→ EXERCISE:
Write the data out in full and word for word. Do not include images.

→ SOURCE MATERIAL:
____
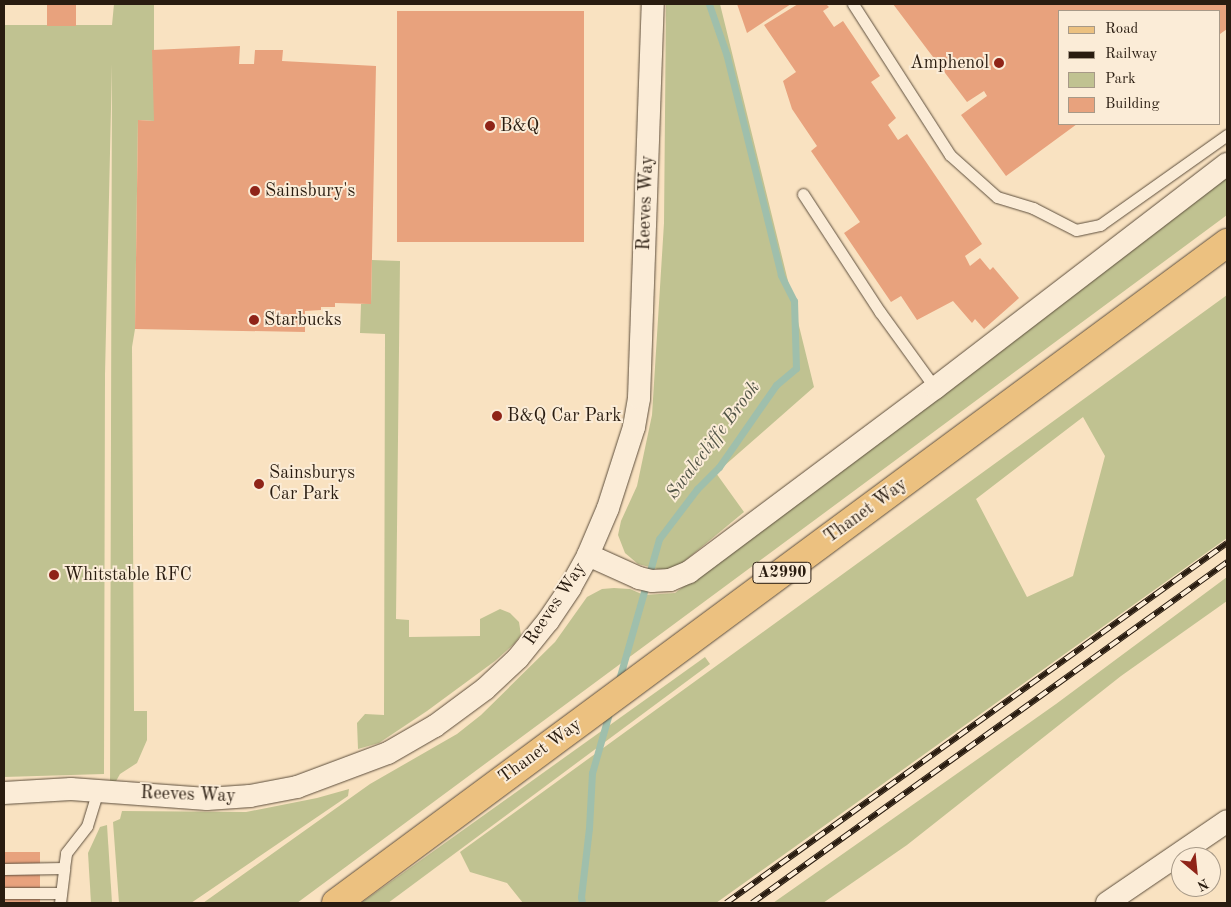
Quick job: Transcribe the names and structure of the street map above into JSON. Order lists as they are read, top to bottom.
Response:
{
  "streets": {
    "main road": ["Thanet Way", "A2990"],
    "street": ["Reeves Way"]
  },
  "water": ["Swalecliffe Brook"],
  "places": [
    "Amphenol",
    "B&Q",
    "Sainsbury's",
    "Starbucks",
    "B&Q Car Park",
    "Sainsburys Car Park",
    "Whitstable RFC"
  ],
  "legend": [
    "Road",
    "Railway",
    "Park",
    "Building"
  ],
  "north": "bottom right"
}
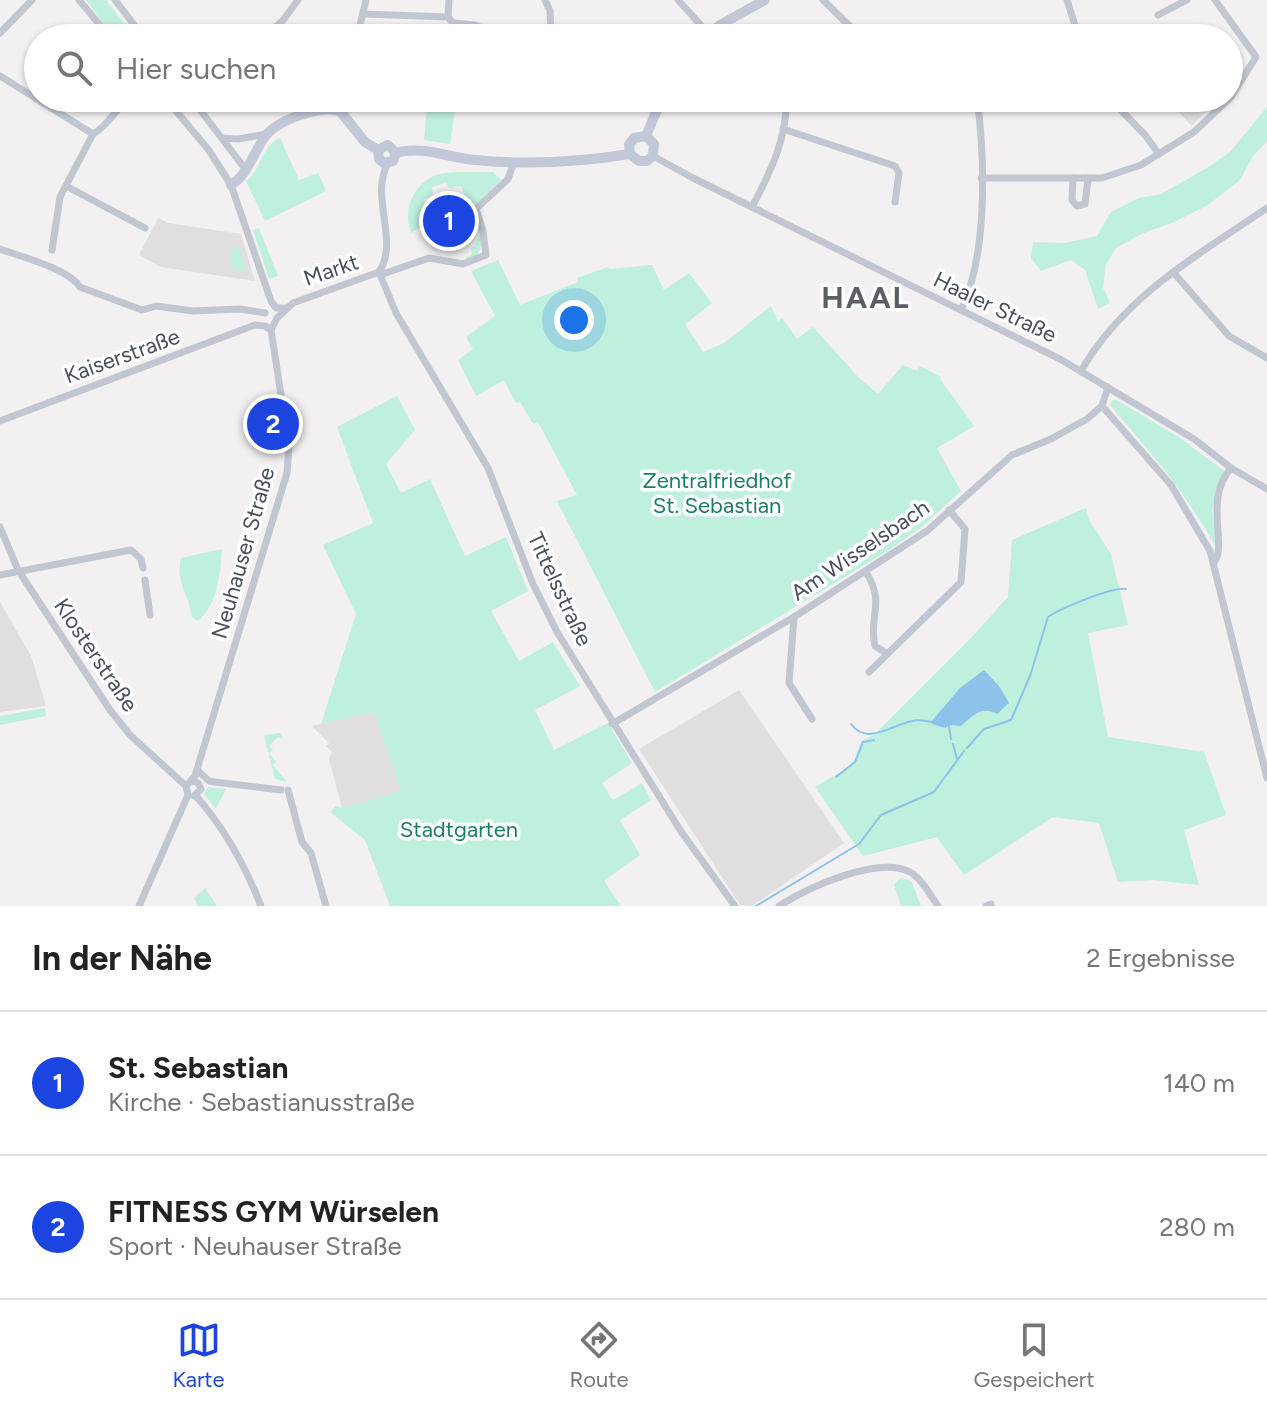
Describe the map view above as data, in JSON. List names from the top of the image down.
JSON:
{
  "streets": {
    "street": [
      "Markt",
      "Haaler Straße",
      "Kaiserstraße",
      "Am Wisselsbach",
      "Neuhauser Straße",
      "Tittelsstraße",
      "Klosterstraße"
    ]
  },
  "crossings": [
    ["Markt", "Kaiserstraße"],
    ["Markt", "Neuhauser Straße"],
    ["Markt", "Tittelsstraße"],
    ["Am Wisselsbach", "Tittelsstraße"],
    ["Neuhauser Straße", "Klosterstraße"]
  ],
  "districts": ["HAAL"],
  "parks": ["Zentralfriedhof St. Sebastian", "Stadtgarten"],
  "page": {
    "search": "Hier suchen",
    "pins": ["1", "2"],
    "heading": ["In der Nähe", "2 Ergebnisse"],
    "list": [
      {
        "mark": "1",
        "name": "St. Sebastian",
        "note": "Kirche · Sebastianusstraße",
        "value": "140 m"
      },
      {
        "mark": "2",
        "name": "FITNESS GYM Würselen",
        "note": "Sport · Neuhauser Straße",
        "value": "280 m"
      }
    ],
    "nav": ["Karte", "Route", "Gespeichert"]
  }
}
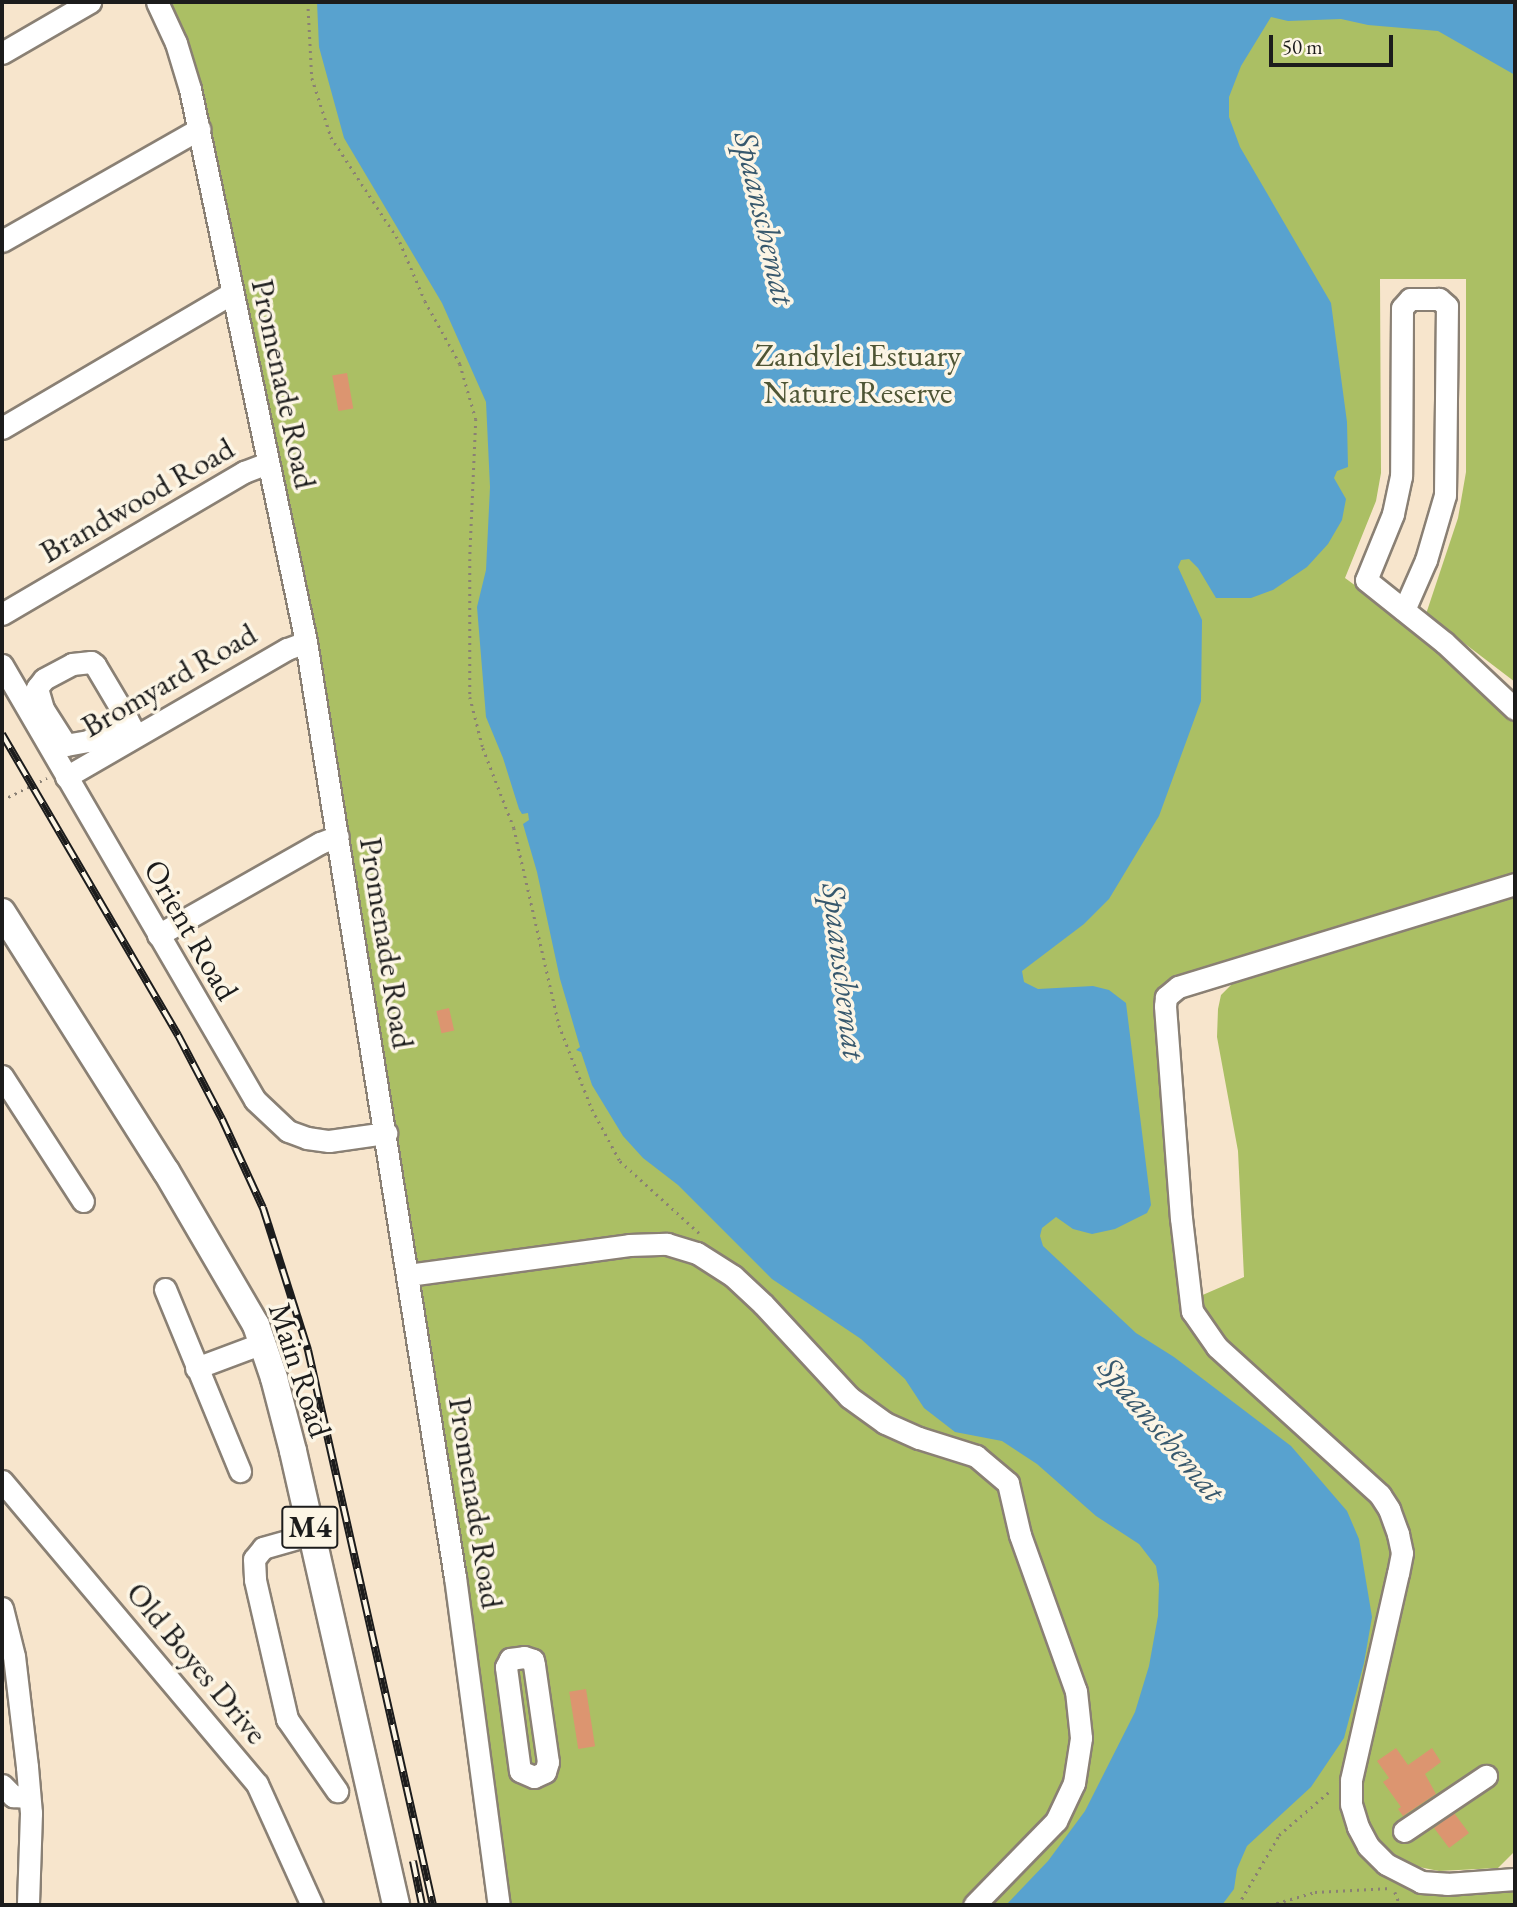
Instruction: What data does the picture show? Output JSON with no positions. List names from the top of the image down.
{
  "streets": {
    "main road": ["Main Road", "M4"],
    "street": [
      "Promenade Road",
      "Brandwood Road",
      "Bromyard Road",
      "Orient Road",
      "Old Boyes Drive"
    ]
  },
  "crossings": [
    ["Promenade Road", "Brandwood Road"],
    ["Promenade Road", "Bromyard Road"],
    ["Promenade Road", "Orient Road"],
    ["Bromyard Road", "Orient Road"]
  ],
  "water": ["Spaanschemat"],
  "parks": ["Zandvlei Estuary Nature Reserve"],
  "scale_bar": "50 m"
}
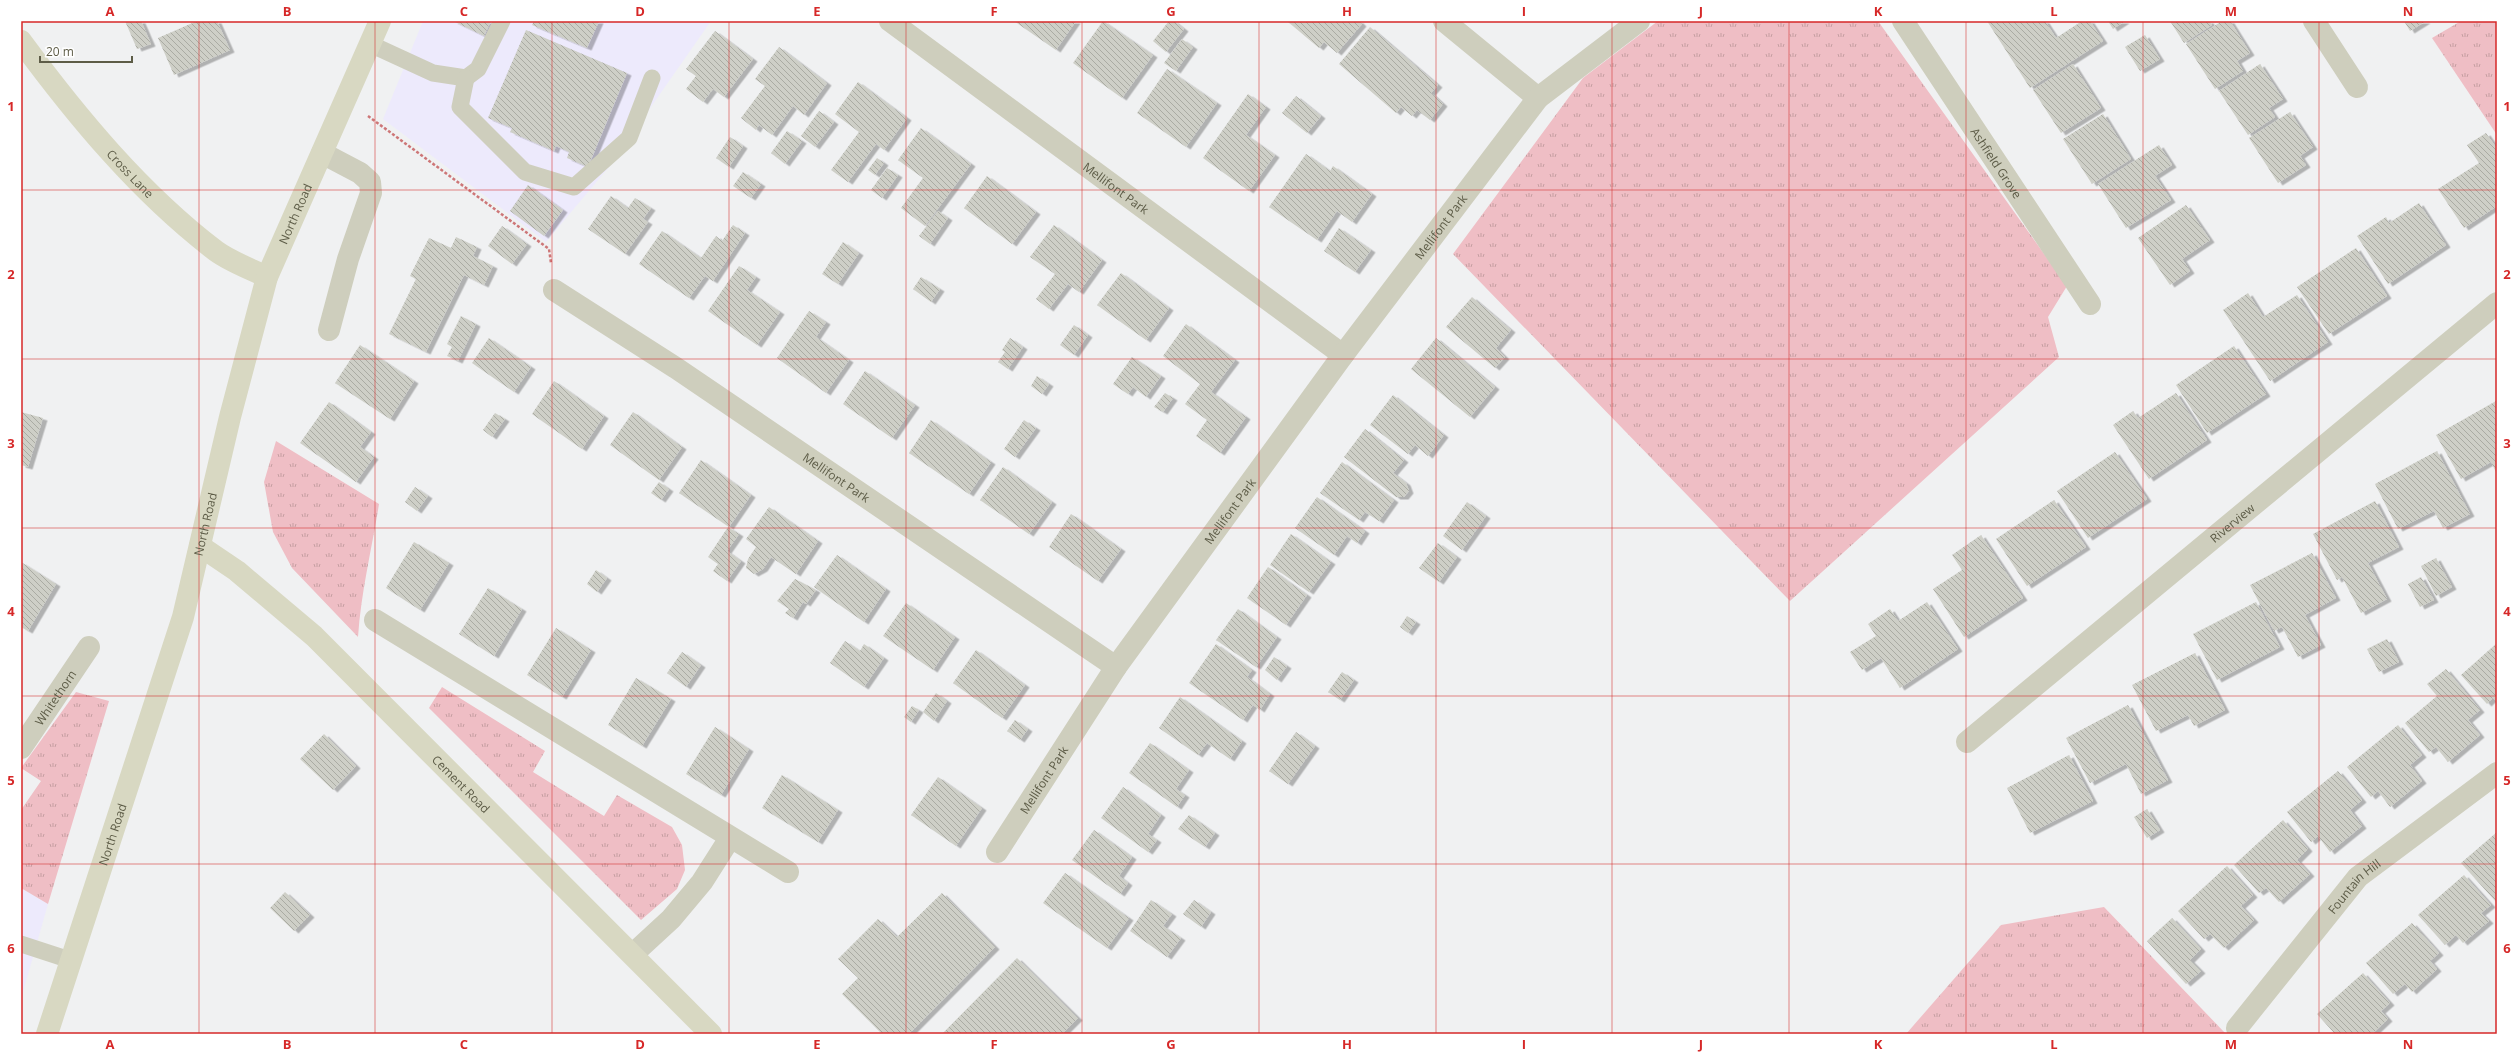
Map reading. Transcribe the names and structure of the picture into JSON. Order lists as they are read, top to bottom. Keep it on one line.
{"streets":{"main road":["Cross Lane","North Road","Cement Road"],"street":["Ashfield Grove","Mellifont Park","Riverview","Whitethorn","Fountain Hill"]},"crossings":[["Cross Lane","North Road"],["North Road","Cement Road"]],"scale_bar":"20 m","grid":{"columns":["A","B","C","D","E","F","G","H","I","J","K","L","M","N"],"rows":["1","2","3","4","5","6"]}}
____
→ ANSWER SPACE:
Quick job: Transcribe the names and structure of the street map above into JSON. Order lists as they are read, top to bottom.
Response:
{
  "streets": {
    "main road": ["Thanet Way", "A2990"],
    "street": ["Reeves Way"]
  },
  "water": ["Swalecliffe Brook"],
  "places": [
    "Amphenol",
    "B&Q",
    "Sainsbury's",
    "Starbucks",
    "B&Q Car Park",
    "Sainsburys Car Park",
    "Whitstable RFC"
  ],
  "legend": [
    "Road",
    "Railway",
    "Park",
    "Building"
  ],
  "north": "bottom right"
}
Describe the map view above as data, in JSON. List names from the top of the image down.
JSON:
{
  "streets": {
    "street": [
      "Markt",
      "Haaler Straße",
      "Kaiserstraße",
      "Am Wisselsbach",
      "Neuhauser Straße",
      "Tittelsstraße",
      "Klosterstraße"
    ]
  },
  "crossings": [
    ["Markt", "Kaiserstraße"],
    ["Markt", "Neuhauser Straße"],
    ["Markt", "Tittelsstraße"],
    ["Am Wisselsbach", "Tittelsstraße"],
    ["Neuhauser Straße", "Klosterstraße"]
  ],
  "districts": ["HAAL"],
  "parks": ["Zentralfriedhof St. Sebastian", "Stadtgarten"],
  "page": {
    "search": "Hier suchen",
    "pins": ["1", "2"],
    "heading": ["In der Nähe", "2 Ergebnisse"],
    "list": [
      {
        "mark": "1",
        "name": "St. Sebastian",
        "note": "Kirche · Sebastianusstraße",
        "value": "140 m"
      },
      {
        "mark": "2",
        "name": "FITNESS GYM Würselen",
        "note": "Sport · Neuhauser Straße",
        "value": "280 m"
      }
    ],
    "nav": ["Karte", "Route", "Gespeichert"]
  }
}
Instruction: What data does the picture show? Output JSON with no positions. List names from the top of the image down.
{
  "streets": {
    "main road": ["Main Road", "M4"],
    "street": [
      "Promenade Road",
      "Brandwood Road",
      "Bromyard Road",
      "Orient Road",
      "Old Boyes Drive"
    ]
  },
  "crossings": [
    ["Promenade Road", "Brandwood Road"],
    ["Promenade Road", "Bromyard Road"],
    ["Promenade Road", "Orient Road"],
    ["Bromyard Road", "Orient Road"]
  ],
  "water": ["Spaanschemat"],
  "parks": ["Zandvlei Estuary Nature Reserve"],
  "scale_bar": "50 m"
}
Map reading. Transcribe the names and structure of the picture into JSON. Order lists as they are read, top to bottom. Keep it on one line.
{"streets":{"main road":["Cross Lane","North Road","Cement Road"],"street":["Ashfield Grove","Mellifont Park","Riverview","Whitethorn","Fountain Hill"]},"crossings":[["Cross Lane","North Road"],["North Road","Cement Road"]],"scale_bar":"20 m","grid":{"columns":["A","B","C","D","E","F","G","H","I","J","K","L","M","N"],"rows":["1","2","3","4","5","6"]}}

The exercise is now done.